Berlinguer's belated 4,300-word answer--addressed to "Mr. Bishop"--was yes The party boss quoted approvingly from Pope John null encyclical Pacem in Terris, which argued that "encounters and understandings between believers and those who do not believe can be occasions for discovering truth and rendering homage to it." Berlinguer, who attacked Moscow after the invasion of Czechoslovakia and has criticized the Soviet system for its lack of political liberties, also conceded that East Bloc governments "have fallen into discriminations" against Christian believers. Nonetheless, he added, "they are beginning to come out of this situation, even if laboriously, slowly and amid contradictions." He conceded that a religious conscience could well be "a condition that can stimulate the believer to pursue the renewal of society in a socialist sense."

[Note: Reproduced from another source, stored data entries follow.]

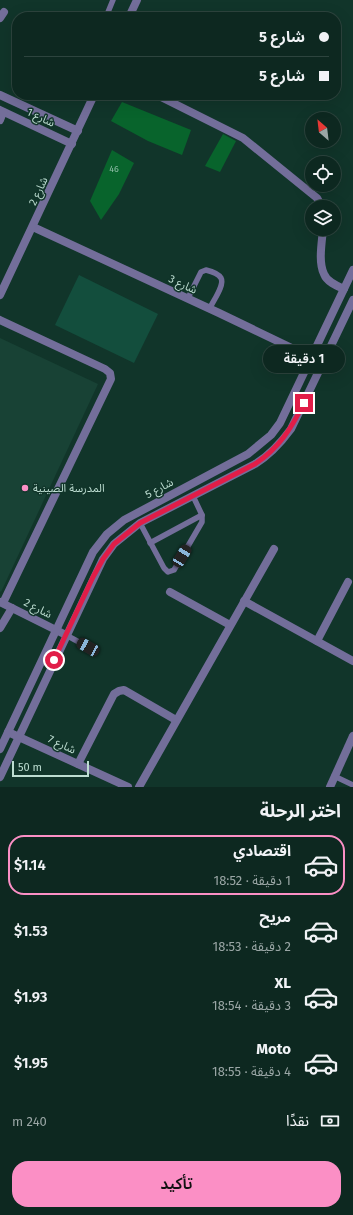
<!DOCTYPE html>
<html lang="ar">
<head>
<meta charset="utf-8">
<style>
  :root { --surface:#0d2820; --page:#163029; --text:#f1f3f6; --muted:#9aa6a5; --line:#2d443e; --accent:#fb8fc5 }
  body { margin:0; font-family:"Fira Sans","Noto Sans Arabic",sans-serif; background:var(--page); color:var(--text); direction:rtl; height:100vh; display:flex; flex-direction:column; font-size:15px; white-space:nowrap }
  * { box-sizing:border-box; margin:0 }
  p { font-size:13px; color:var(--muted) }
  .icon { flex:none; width:22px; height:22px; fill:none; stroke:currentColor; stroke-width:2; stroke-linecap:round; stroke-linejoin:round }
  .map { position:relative; height:787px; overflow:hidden; direction:ltr }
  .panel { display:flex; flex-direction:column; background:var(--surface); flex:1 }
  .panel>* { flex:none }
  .top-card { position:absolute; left:12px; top:12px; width:329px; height:88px; border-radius:16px; box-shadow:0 4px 16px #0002,0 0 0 1px var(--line); direction:rtl; display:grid; align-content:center; height:88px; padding:0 12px; background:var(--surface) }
  .needle { width:26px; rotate:332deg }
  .fabs { position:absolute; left:305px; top:112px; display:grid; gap:8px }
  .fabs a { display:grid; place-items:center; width:36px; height:36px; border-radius:50%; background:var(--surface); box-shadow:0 4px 16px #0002,0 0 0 1px var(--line); font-size:20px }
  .scale { position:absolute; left:12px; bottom:10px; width:77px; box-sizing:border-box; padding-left:4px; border:2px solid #bdddd1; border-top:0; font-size:11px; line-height:14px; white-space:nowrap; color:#bdddd1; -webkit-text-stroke:3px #11352a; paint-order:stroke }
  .end { position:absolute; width:18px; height:18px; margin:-9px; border:5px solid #e11d48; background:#fff; box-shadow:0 0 0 2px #fff }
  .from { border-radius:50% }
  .bubble { position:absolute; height:28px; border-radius:14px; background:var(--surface); box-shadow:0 4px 16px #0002,0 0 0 1px var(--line); font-size:13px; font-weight:600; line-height:28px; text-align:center; direction:rtl }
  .car { position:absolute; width:12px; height:24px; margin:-12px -6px; border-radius:5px; box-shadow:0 0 3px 1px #0007; background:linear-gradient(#222 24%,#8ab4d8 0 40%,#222 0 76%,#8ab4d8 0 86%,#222 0) }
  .top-card b { display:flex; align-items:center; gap:14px; height:38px; font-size:15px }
  .top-card b+b { border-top:1px solid var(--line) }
  .top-card i { width:10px; height:10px; background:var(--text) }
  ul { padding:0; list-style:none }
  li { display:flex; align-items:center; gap:12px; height:60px; margin:0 8px 6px; padding:0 4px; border:2px solid transparent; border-radius:16px }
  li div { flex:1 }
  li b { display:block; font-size:15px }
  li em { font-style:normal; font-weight:600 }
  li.active { border-color:var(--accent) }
  li>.icon { width:36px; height:36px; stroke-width:1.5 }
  h2 { padding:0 12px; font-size:18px; line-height:48px }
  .pay { display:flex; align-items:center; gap:10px; height:44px; padding:0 12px; font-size:15px }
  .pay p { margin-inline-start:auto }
  .cta { display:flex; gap:8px; margin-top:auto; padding:8px 12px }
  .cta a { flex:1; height:46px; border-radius:16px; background:var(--accent); color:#111; font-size:16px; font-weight:600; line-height:46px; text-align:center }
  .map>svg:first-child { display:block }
  .built { fill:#184235 }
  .green { fill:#134e3d }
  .building { fill:#08642c }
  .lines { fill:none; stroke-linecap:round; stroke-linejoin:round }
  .service { stroke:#736e9a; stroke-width:5.5 }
  .minor { stroke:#736e9a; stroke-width:8 }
  .route { stroke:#e11d48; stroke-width:5 }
  .poi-dot { fill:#fb8fc5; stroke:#11352a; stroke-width:1.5 }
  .labels { text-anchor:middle; stroke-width:3; stroke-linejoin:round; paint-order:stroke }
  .number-label { font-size:9px; fill:#90bfa8 }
  .street-label { font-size:11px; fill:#bdddd1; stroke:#11352a }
  .poi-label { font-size:11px; fill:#bdddd1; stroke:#11352a; text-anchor:start }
</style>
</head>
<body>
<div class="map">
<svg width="353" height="787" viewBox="0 0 353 787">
  <rect width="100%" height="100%" fill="#11352a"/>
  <path class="built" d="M0,338L98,384L1,592L0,591Z"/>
  <path class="green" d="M79,275L158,314L134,363L55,325Z"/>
  <g class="building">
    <path d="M122,102L191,130L182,155L148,141L111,121Z"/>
    <path d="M223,134L236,141L220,172L205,166Z"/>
    <path d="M112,150L134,163L119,194L101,220L90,201Z"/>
  </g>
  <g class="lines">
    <g class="service">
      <path d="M106,17L113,0"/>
      <path d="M188,298L201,272L206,270C210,271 218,273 221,278C225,285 213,301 210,308"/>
      <path d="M140,523L164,568L168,572L174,570L202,522V515L193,496"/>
      <path d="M150,543L202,515"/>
      <path d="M66,635L88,647"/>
      <path d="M334,776L353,785"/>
    </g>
    <g class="minor">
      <path d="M129,17L137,0"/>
      <path d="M0,18L4,12"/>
      <path d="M0,95L78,131"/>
      <path d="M157,95L243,138L317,198L322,207"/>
      <path d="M0,110L72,144"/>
      <path d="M0,120L3,112"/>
      <path d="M33,227L219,313L323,363"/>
      <path d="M323,229C322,242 318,262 324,274C327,282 337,286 344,289"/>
      <path d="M0,295L94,95"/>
      <path d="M0,320L105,369L110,373L111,379L3,603"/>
      <path d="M170,592L230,625"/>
      <path d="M244,601L353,661"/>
      <path d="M0,602L66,635"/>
      <path d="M0,628L12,608"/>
      <path d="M317,641L348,582"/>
      <path d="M8,732L128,787"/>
      <path d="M0,749L93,552L107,534L124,520L248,454L271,435L280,423L353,270"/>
      <path d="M78,764L114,694L119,691L124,690L176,720"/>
      <path d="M0,777L103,559L114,544L140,523L255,464C270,455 280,444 291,429L353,300"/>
      <path d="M139,787L274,549"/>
      <path d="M330,787L353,736"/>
    </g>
  </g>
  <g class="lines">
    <path class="route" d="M54,660L93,577L103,559L114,544L140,523L255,464C279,448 291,429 304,403"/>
  </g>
  <circle class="poi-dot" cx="25" cy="488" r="4"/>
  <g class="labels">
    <g class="number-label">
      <text x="114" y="172">46</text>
    </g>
    <g class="street-label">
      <text transform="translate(41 117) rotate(25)" y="4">شارع 1</text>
      <text transform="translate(38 191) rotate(-65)" y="4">شارع 2</text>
      <text transform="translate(183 284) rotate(25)" y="4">شارع 3</text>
      <text transform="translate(159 488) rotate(-28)" y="4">شارع 5</text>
      <text transform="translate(38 608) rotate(27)" y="4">شارع 2</text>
      <text transform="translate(62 744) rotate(25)" y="4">شارع 7</text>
    </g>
    <g class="poi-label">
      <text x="33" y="492">المدرسة الصينية</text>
    </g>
  </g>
</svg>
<div class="fabs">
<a><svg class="needle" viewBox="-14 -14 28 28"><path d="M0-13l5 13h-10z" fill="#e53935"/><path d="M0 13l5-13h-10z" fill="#9aa6a5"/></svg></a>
<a><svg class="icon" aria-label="locate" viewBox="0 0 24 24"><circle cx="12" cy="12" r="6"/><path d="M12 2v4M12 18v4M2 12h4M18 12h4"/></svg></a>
<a><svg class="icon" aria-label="layers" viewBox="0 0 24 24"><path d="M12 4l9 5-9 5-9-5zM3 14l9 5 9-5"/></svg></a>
</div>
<div class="scale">50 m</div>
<i class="end from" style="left:54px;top:660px"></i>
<i class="end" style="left:304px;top:403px"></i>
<div class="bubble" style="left:263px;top:345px;width:82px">1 دقيقة</div>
<i class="car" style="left:182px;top:556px;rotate:31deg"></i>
<i class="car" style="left:88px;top:647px;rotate:299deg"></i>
<div class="top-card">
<b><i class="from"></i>شارع 5</b>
<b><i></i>شارع 5</b>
</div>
</div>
<section class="panel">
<h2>اختر الرحلة</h2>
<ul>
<li class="active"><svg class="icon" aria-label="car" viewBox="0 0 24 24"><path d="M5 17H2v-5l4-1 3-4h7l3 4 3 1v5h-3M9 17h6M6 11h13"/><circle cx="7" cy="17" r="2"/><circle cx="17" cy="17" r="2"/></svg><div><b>اقتصادي</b><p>1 دقيقة · 18:52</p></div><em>$1.14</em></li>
<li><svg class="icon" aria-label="car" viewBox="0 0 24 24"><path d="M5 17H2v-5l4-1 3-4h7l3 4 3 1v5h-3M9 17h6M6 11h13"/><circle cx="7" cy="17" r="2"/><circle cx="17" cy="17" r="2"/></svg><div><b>مريح</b><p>2 دقيقة · 18:53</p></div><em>$1.53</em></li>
<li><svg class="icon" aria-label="car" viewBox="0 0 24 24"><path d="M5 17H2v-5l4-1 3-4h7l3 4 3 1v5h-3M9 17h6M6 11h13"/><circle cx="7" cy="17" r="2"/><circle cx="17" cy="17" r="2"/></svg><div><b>XL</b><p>3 دقيقة · 18:54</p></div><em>$1.93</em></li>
<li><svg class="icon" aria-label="car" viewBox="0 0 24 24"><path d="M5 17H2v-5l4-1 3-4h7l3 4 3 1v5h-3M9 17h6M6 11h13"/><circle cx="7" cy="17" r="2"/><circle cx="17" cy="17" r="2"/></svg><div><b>Moto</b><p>4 دقيقة · 18:55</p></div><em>$1.95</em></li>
</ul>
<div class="pay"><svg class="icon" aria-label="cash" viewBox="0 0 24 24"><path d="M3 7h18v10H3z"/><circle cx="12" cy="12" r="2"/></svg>نقدًا<p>240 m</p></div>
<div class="cta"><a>تأكيد</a></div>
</section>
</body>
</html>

The Communist leader's broadside had two goals: 1) to launch a direct ideological dialogue with church authorities, and 2) to improve the party's image with middle-class Catholics who might provide further gains in future elections. With 227 seats in the 630-seat Chamber of Deputies, the Communists are already formal partners in the six-party accord that supports Premier Giulio Andreotti's minority Christian Democratic government.

The Berlinguer encyclical caught church authorities by surprise. Reflecting the views of conservatives within the Italian church hierarchy, Giovanni Cardinal Benelli of Florence dismissed Berlinguer s arguments out of hand: "Christian and

Catholic principles do not accord and never will accord with Marxist principles. To argue otherwise means not knowing enough about Christian doctrine, not knowing enough about Marxism, or not knowing either."

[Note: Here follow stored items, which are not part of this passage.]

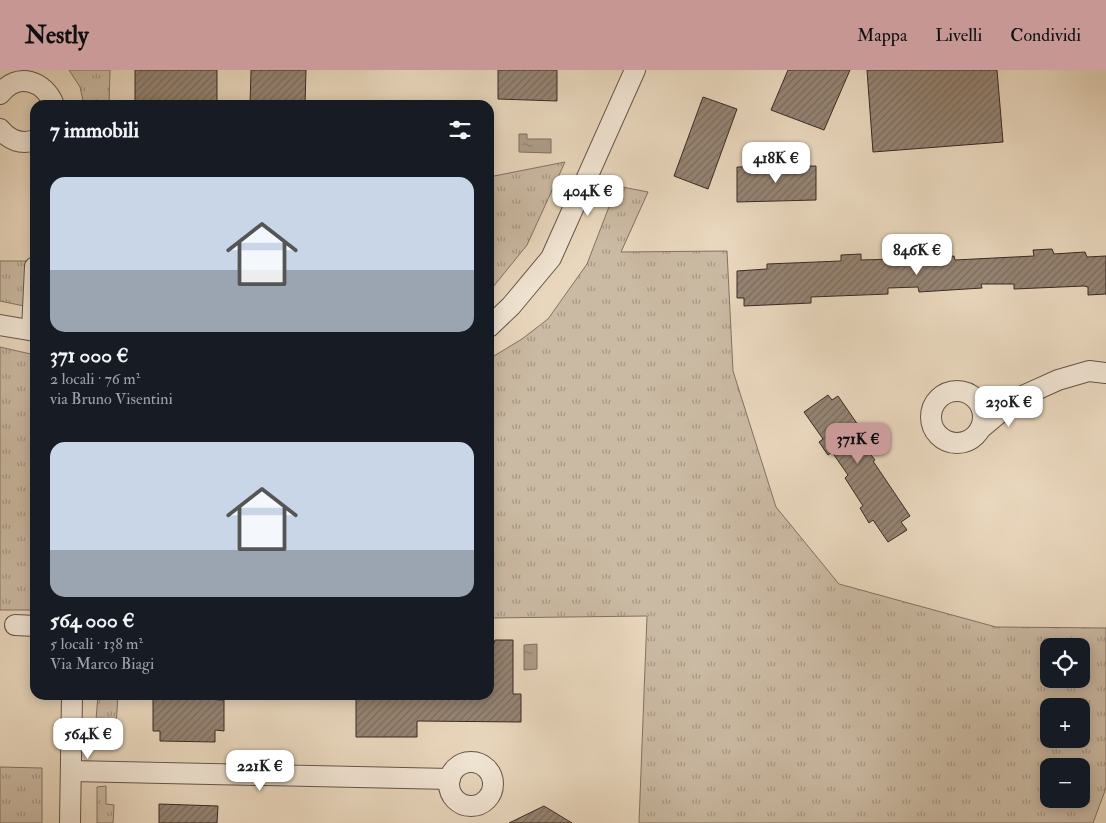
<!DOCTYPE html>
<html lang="it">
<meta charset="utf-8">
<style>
:root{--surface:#171b24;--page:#242831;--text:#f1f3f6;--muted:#9ea1a6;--accent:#c59692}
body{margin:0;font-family:"IM FELL Double Pica",serif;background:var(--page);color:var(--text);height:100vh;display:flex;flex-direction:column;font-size:19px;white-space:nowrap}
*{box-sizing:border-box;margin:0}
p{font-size:16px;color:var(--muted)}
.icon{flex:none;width:28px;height:28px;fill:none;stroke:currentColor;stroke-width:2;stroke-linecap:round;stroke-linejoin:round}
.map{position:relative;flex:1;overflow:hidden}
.sheet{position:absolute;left:30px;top:30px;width:464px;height:600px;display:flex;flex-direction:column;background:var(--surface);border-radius:15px;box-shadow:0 2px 12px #0003}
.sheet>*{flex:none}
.controls{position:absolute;left:1040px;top:568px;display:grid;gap:10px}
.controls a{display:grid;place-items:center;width:50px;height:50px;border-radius:10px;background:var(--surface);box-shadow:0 2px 12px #0003;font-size:25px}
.price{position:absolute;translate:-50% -42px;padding:0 11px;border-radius:10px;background:#fff;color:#222;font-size:16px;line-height:32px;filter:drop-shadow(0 1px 2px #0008)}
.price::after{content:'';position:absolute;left:50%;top:30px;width:15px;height:11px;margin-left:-8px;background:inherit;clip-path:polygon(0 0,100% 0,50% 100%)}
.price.on{background:var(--accent);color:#111}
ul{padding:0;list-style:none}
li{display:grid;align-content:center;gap:10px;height:265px;padding:0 20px}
li span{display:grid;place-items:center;height:155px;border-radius:15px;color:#555}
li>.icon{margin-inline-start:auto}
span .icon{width:90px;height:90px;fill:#fffc;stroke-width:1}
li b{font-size:21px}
h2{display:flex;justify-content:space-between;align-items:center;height:60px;padding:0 20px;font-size:21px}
header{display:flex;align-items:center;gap:30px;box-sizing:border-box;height:70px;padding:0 25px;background:var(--accent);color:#111}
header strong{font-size:24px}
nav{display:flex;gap:28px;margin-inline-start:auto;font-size:18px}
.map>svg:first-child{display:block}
.park{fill:url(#park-tufts);stroke:#827264;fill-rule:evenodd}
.water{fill:url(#water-ripples);stroke:#7f6f61}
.building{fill:url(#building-hatch);stroke:#392b24}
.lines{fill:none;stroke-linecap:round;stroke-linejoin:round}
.minor-casing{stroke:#65564a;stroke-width:22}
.minor{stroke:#f1e5d4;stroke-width:20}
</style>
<header>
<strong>Nestly</strong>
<nav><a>Mappa</a><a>Livelli</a><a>Condividi</a></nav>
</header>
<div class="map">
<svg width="1106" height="753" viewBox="0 0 1106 753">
<defs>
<pattern id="park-tufts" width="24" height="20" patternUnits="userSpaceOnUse" patternTransform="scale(1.25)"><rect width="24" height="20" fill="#cbbaa3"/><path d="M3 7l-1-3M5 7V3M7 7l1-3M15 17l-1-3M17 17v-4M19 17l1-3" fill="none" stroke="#a69785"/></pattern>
<pattern id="water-ripples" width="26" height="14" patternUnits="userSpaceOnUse" patternTransform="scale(1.25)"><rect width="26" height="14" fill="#ad9d89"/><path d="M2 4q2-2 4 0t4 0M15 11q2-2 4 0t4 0" fill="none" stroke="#8e8070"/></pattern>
<pattern id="building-hatch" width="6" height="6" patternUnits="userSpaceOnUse" patternTransform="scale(1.25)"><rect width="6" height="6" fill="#958474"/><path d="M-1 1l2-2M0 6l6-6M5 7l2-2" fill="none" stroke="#7b6c5f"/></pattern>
</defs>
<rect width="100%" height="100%" fill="#e9d7bd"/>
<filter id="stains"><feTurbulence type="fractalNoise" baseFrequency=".004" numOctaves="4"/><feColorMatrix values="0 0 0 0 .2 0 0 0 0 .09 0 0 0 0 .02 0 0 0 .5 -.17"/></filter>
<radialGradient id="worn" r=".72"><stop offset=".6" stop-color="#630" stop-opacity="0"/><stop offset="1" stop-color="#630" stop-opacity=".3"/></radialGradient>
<g class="park">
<polygon points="69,0 110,0 109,35 84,35 80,17"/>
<polygon points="565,92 527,175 489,222 489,107"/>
<path d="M617,116L648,122L621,182L727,181L733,301L776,437L839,514L996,557L1106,558V718L1093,753H639L647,546L489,548V289L522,269L548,249L587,194ZM1049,576H1081V609H1049ZM1081,636V669H1049V636ZM1081,696V729H1049V696Z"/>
<polygon points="0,191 27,191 24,236 0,231"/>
<polygon points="0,277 35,285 35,540 0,540"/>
<polygon points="98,625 118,625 115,673 94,674"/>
<polygon points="0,697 42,698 42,753 0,753"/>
<polygon points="106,716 106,734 114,735 113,753 97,753 97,717"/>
</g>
<g class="water">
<polygon points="519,64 527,64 527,69 551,69 551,83 519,82"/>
<polygon points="537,574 537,599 524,600 524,575"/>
</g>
<g class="building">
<rect x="135" y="0" width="82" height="35"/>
<polygon points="251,0 306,0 305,35 250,35"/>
<polygon points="498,0 557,0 557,31 498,29"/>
<polygon points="788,0 850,0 824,60 771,40"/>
<polygon points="867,0 997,0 1003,72 873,82"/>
<polygon points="703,27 737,39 708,119 674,106"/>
<polygon points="816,96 816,130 737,132 737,97"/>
<polygon points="1052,179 1054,184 1085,182 1087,187 1106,186 1106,224 1088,225 1088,217 1084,216 1014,219 1014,214 981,214 982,218 919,222 918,217 888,218 888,224 811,227 811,233 744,236 744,228 737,228 737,201 767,199 767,194 841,191 841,185 861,184 861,190 895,189 895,193 939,190 940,187 954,186 955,190 1034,186 1033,180"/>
<polygon points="828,325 832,330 838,326 876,381 871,385 875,390 873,391 910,446 901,452 907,460 888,472 873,450 869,453 860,438 863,436 845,408 848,405 832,382 828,385 819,372 823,369 804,342"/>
<polygon points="495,570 513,570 513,624 521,624 521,652 417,651 417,667 356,667 356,629 445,629 445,625 489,625 489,580 492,580"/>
<polygon points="160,625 218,625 218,630 224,630 224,661 215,660 215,672 160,671 160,661 153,661 153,629 160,629"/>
<polygon points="159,734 218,736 217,753 159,753"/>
<polygon points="544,736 572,753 509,753"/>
</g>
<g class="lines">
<defs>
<g id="minor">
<path d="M0,24C18,1 45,11 54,35"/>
<path d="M0,59C9,70 21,75 35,70"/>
<polyline points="0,255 35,261"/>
<polyline points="489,257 511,236 551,188 635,0"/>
<polyline points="32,260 35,197"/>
<circle cx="957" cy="347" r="26"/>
<polyline points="980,359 1016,329 1058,310 1089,301 1106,303"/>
<polyline points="15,555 35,556"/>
<circle cx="471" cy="714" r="22"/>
<polyline points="71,701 450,709"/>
<polyline points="70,753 72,625"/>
</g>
</defs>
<use href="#minor" class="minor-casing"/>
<use href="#minor" class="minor"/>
</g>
<rect width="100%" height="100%" filter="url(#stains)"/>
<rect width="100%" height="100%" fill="url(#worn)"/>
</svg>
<div class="controls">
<a><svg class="icon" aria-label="locate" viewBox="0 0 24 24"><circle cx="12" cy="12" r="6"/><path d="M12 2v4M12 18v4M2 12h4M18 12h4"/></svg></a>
<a>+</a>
<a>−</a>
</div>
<b class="price" style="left:776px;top:114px">418K €</b>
<b class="price" style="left:588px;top:147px">404K €</b>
<b class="price" style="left:917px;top:206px">846K €</b>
<b class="price" style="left:1009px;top:358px">230K €</b>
<b class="price on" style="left:858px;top:395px">371K €</b>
<b class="price" style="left:88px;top:690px">564K €</b>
<b class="price" style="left:260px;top:722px">221K €</b>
<section class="sheet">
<h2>7 immobili<svg class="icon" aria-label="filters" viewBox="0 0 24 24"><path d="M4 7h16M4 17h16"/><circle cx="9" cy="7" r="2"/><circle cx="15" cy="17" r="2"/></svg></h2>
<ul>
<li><span style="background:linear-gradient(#c9d6e8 60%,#9aa5b1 0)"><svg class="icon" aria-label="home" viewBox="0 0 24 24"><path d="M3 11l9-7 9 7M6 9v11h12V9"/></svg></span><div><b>371 000 €</b><p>2 locali · 76 m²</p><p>via Bruno Visentini</p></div></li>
<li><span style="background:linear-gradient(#c9d6e8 70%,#9aa5b1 0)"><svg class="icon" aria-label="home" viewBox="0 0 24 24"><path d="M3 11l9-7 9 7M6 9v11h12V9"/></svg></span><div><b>564 000 €</b><p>5 locali · 138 m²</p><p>Via Marco Biagi</p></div></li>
</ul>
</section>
</div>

A softer and more intriguing response appeared in the semiofficial Vatican daily L 'Osservatore Romano. In a front-page editorial that had Pope Paul's approval, the paper argued that Berlinguer's proposals needed "clarification on the doctrinal level and reassurance on the practical level." The editorial added that "Italian Catholics can hardly be blamed if their interest in the Berlinguer letter is joined and outweighed by perplexity." In a departure from tradition, the voice of the Vatican also referred to the Communist leader by name, acknowledged his power, and even hinted that accommodation on specific issues might be possible. The church door and the dialogue now appear to be open.